Apurado o papel do futebol nas comunidades emigrantes portuguesas, não é difícil perceber por que é que o poder político usa o futebol como bandeira no processo de sedução de eleitores. "Só cinco por cento dos emigrantes votam nas eleições portuguesas, porque muitos consulados estão a fechar e também porque, para votar, é às vezes preciso recorrer ao correio ou andar 300 quilómetros de carro.
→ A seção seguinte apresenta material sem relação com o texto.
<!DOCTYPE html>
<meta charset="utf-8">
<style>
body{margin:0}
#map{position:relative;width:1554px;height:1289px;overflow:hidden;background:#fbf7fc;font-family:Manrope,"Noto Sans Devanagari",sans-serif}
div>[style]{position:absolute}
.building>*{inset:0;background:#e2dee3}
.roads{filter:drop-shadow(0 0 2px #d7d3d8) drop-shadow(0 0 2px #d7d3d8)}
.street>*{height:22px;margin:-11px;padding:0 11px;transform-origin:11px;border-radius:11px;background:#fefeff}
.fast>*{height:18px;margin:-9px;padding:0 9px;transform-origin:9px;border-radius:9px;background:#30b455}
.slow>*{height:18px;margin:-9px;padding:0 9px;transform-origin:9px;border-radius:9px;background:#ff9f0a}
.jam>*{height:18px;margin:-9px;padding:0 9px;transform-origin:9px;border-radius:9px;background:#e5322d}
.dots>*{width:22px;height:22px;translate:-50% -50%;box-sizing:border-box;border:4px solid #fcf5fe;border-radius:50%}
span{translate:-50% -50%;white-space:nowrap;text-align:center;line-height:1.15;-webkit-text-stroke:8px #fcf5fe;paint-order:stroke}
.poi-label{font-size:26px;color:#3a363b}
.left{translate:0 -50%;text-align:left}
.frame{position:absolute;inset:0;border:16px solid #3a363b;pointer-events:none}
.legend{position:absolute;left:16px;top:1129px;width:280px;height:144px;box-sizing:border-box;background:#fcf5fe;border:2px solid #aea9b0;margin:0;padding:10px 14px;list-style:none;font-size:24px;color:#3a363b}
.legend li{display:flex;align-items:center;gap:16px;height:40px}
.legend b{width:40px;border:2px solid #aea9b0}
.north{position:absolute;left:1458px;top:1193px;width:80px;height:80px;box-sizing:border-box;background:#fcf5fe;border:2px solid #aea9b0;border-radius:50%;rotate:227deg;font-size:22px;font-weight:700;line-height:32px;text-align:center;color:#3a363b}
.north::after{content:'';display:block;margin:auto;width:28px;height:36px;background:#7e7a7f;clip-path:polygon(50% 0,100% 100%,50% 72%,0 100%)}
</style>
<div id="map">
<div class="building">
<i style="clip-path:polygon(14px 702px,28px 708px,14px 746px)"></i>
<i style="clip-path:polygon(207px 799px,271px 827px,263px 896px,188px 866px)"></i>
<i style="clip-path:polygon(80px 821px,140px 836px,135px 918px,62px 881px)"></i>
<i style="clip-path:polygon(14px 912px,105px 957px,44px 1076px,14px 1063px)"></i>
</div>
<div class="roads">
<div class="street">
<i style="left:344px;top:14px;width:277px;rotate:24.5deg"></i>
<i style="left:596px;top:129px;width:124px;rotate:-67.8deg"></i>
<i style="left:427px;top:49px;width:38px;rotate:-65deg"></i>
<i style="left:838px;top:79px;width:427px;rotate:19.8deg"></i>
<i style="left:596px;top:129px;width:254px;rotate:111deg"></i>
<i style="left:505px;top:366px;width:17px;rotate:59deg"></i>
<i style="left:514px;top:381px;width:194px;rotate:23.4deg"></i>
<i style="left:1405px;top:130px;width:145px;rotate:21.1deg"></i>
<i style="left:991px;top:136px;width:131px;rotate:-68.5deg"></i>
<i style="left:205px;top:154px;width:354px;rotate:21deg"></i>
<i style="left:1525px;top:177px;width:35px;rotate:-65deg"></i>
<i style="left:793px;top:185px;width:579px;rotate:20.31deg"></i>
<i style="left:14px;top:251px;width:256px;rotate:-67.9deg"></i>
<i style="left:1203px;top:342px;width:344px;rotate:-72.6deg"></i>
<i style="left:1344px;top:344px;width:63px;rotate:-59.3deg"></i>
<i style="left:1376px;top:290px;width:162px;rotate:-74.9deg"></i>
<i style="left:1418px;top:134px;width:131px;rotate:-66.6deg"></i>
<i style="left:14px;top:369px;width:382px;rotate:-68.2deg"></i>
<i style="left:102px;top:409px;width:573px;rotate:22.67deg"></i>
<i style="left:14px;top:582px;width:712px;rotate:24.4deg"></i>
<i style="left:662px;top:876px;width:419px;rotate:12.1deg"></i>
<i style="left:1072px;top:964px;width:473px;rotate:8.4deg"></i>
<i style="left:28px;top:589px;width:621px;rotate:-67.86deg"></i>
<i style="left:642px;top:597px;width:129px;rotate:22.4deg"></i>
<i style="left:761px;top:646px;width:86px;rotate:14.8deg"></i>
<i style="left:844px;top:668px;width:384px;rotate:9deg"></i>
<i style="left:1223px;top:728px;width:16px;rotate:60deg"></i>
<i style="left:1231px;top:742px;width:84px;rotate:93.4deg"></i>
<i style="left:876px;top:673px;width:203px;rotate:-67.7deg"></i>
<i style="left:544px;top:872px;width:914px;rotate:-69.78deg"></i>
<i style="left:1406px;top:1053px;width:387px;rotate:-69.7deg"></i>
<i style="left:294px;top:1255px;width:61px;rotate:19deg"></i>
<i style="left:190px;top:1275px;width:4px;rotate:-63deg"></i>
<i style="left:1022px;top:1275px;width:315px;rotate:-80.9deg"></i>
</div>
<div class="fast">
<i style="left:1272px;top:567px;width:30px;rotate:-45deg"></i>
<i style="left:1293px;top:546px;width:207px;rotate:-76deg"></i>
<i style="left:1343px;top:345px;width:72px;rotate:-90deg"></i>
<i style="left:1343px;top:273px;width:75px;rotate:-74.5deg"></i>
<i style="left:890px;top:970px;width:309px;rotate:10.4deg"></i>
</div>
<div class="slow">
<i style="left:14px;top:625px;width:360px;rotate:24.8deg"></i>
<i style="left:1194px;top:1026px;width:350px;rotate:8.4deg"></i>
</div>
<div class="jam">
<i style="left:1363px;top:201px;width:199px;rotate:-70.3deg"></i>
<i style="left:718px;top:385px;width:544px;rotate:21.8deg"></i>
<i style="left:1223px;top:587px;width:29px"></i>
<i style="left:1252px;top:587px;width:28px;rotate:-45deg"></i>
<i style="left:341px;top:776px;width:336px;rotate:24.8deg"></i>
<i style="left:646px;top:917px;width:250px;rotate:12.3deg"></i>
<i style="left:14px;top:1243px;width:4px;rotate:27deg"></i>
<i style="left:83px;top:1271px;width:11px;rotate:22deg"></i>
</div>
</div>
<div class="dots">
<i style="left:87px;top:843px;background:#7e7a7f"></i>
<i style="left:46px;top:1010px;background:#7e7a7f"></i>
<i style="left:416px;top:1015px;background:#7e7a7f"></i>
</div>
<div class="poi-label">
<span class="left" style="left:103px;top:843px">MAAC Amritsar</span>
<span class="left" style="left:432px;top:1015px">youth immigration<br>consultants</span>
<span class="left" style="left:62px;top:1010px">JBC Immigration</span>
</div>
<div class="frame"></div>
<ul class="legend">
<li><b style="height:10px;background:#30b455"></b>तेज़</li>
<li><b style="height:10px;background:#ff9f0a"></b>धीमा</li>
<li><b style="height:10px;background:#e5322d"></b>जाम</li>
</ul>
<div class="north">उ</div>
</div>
Apesar disso, quando visitam as comunidades de emigrantes naquelas campanhas de incentivo ao voto, a promessa mais recorrente dos políticos é que vão tentar que mais jogos da Super Liga corram na RTP Internacional", lembra a investigadora, ressalvando que este jogo é recíproco, porque "a solicitação parte dos próprios emigrantes". Não por acaso, o desportivo A Bola, que até tem uma edição local em New Jersey, nos Estados Unidos, é o jornal português mais vendido fora do país.
Curiosamente, parece não existir reciprocidade neste jogo de espelhos entre a imagem que os emigrantes têm do país e a imagem que o país tem dos emigrantes. "O luso-descendente na Suíça, que fala perfeitamente o alemão e está integradíssimo na sociedade de acolhimento, mas que até se orgulha de aparecer na televisão a falar português quando a selecção lá vai, continua a ser mal visto pelos portugueses que residem no território nacional: porque fala mal o português, de forma arcaica."
Por outro lado, o país desdenha os seus emigrantes, mas espera que estes se mantenham leais à pátria e à república. "Aquela janelinha que se abre para dar voz ao emigrante, por ocasião de um jogo importante lá fora, não permite que ele critique o país", alerta Nina.País 0 - emigrantes 1.
Público, aqui.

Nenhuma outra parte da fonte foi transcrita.